Material supplied:
-- -- --

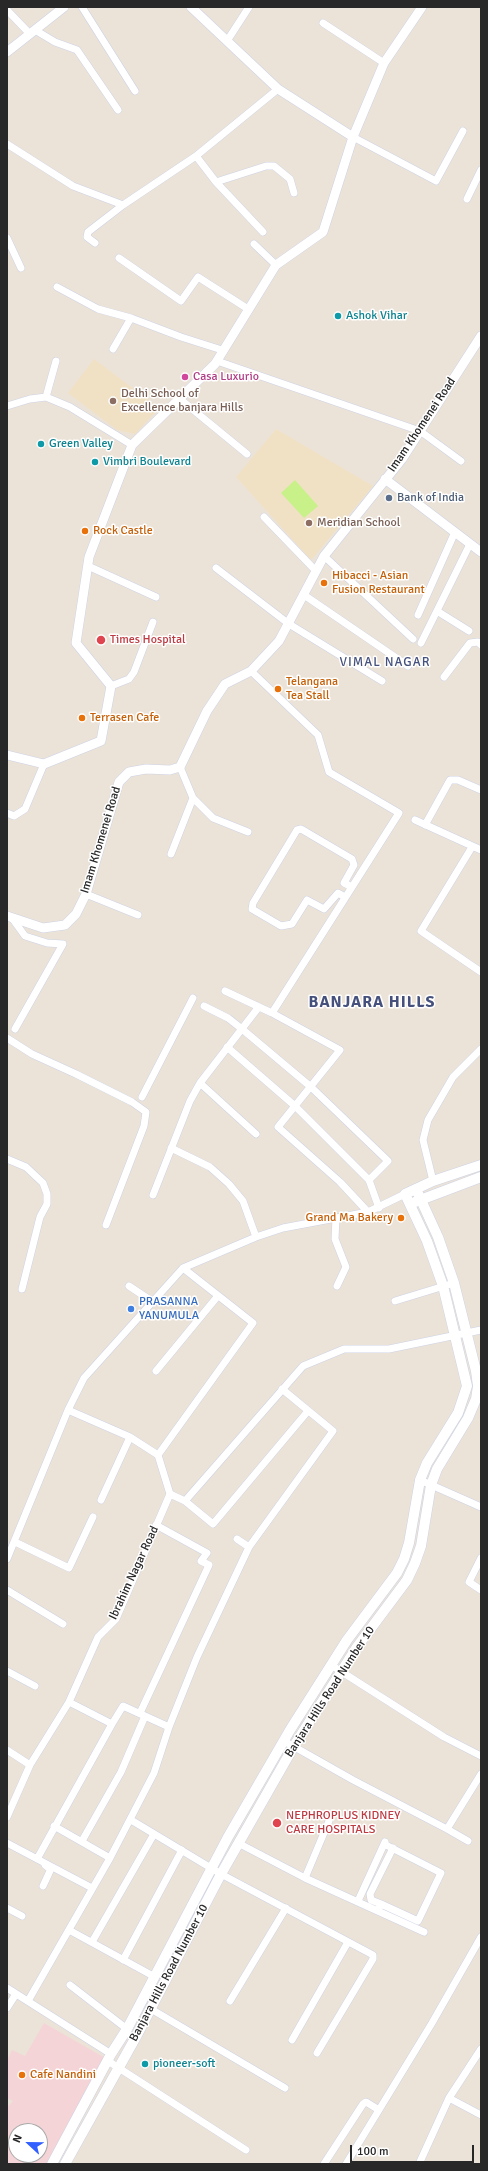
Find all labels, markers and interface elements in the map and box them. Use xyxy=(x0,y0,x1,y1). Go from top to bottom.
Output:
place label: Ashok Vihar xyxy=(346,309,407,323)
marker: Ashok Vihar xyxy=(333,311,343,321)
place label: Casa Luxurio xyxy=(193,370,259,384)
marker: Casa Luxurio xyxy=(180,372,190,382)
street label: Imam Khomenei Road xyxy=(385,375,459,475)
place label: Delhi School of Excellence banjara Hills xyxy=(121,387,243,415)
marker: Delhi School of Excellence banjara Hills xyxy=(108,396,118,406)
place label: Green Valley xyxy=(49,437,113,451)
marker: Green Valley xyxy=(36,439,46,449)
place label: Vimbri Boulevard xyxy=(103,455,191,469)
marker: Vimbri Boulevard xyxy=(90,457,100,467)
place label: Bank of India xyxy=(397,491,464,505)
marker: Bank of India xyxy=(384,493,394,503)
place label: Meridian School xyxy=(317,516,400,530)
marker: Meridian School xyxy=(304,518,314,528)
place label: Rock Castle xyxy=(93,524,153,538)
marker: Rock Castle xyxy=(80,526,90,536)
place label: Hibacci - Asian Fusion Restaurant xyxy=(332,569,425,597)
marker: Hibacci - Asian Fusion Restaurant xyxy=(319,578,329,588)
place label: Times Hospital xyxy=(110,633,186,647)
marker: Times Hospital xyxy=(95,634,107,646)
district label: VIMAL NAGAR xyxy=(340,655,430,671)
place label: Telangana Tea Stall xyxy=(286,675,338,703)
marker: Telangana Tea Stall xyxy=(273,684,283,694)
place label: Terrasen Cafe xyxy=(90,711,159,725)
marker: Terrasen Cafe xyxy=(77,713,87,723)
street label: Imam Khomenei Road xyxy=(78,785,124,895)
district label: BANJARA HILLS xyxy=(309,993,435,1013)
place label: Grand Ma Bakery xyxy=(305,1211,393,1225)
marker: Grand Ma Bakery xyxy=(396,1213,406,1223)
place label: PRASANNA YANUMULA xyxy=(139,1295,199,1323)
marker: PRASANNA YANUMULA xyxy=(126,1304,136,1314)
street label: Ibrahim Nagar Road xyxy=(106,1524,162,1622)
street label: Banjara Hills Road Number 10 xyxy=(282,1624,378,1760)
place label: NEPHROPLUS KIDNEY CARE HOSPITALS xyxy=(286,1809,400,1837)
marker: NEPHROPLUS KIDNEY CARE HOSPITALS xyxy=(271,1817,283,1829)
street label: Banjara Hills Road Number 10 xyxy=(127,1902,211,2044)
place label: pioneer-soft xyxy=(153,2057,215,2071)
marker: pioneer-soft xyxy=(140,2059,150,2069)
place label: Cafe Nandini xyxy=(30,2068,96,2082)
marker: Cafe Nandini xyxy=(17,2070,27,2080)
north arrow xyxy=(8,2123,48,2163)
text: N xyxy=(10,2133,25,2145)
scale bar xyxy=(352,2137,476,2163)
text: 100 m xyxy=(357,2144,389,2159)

-- -- --

What needs to be done:
In the listing above, show every line with the word "Road".

Final answer:
street label: Imam Khomenei Road xyxy=(385,375,459,475)
street label: Imam Khomenei Road xyxy=(78,785,124,895)
street label: Ibrahim Nagar Road xyxy=(106,1524,162,1622)
street label: Banjara Hills Road Number 10 xyxy=(282,1624,378,1760)
street label: Banjara Hills Road Number 10 xyxy=(127,1902,211,2044)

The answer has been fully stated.